YOUR INSTRUCTIONS ▸
Word for word, return the lines from the top of the listing to the line containing "Instruction: Serialize what", both ends included, and no others.

DATASET RECORDS ▸
--
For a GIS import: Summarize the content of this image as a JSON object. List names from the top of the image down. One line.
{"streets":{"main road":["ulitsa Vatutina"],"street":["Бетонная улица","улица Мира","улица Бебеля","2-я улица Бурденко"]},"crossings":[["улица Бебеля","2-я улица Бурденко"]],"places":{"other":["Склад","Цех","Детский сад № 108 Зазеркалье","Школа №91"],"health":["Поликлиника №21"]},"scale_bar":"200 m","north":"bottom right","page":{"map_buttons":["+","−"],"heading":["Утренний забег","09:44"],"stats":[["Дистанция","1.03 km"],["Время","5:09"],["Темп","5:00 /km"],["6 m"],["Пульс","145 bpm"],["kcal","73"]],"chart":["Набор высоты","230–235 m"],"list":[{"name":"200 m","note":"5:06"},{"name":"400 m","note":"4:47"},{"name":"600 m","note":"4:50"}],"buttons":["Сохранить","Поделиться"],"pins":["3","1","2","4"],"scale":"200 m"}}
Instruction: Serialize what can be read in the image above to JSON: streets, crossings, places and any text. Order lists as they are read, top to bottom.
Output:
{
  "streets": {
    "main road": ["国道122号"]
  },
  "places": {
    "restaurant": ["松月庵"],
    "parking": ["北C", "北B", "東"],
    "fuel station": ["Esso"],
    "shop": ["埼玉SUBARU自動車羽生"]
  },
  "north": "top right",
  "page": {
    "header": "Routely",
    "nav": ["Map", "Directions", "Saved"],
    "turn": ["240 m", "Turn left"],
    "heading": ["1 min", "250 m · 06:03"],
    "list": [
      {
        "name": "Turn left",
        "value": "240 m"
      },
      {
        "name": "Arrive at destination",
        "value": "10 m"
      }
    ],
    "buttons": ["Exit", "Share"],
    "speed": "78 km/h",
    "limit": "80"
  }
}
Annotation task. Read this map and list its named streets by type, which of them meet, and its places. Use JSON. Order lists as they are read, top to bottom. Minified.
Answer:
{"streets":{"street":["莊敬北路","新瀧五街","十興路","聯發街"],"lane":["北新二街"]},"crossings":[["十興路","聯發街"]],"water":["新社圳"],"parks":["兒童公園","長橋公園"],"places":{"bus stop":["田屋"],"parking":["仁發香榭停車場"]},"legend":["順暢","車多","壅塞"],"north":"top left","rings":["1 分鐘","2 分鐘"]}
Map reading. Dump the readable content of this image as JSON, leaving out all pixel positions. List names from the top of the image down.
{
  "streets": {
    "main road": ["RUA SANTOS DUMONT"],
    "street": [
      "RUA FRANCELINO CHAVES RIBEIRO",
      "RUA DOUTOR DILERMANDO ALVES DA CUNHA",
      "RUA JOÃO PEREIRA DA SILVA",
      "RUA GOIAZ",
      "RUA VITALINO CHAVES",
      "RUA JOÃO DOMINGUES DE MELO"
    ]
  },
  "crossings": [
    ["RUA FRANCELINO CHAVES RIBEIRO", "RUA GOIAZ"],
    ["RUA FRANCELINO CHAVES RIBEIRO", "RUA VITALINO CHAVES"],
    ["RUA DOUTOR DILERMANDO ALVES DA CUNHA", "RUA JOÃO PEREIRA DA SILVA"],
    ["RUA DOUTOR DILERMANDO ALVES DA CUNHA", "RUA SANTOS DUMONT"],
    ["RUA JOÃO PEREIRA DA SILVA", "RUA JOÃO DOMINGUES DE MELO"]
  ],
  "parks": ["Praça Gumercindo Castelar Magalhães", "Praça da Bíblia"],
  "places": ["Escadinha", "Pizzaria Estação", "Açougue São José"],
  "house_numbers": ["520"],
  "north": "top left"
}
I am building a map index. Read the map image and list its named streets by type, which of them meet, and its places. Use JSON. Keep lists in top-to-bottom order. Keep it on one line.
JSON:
--
ANSWER SECTION ▸
For a GIS import: Summarize the content of this image as a JSON object. List names from the top of the image down. One line.
{"streets":{"main road":["ulitsa Vatutina"],"street":["Бетонная улица","улица Мира","улица Бебеля","2-я улица Бурденко"]},"crossings":[["улица Бебеля","2-я улица Бурденко"]],"places":{"other":["Склад","Цех","Детский сад № 108 Зазеркалье","Школа №91"],"health":["Поликлиника №21"]},"scale_bar":"200 m","north":"bottom right","page":{"map_buttons":["+","−"],"heading":["Утренний забег","09:44"],"stats":[["Дистанция","1.03 km"],["Время","5:09"],["Темп","5:00 /km"],["6 m"],["Пульс","145 bpm"],["kcal","73"]],"chart":["Набор высоты","230–235 m"],"list":[{"name":"200 m","note":"5:06"},{"name":"400 m","note":"4:47"},{"name":"600 m","note":"4:50"}],"buttons":["Сохранить","Поделиться"],"pins":["3","1","2","4"],"scale":"200 m"}}
Instruction: Serialize what can be read in the image above to JSON: streets, crossings, places and any text. Order lists as they are read, top to bottom.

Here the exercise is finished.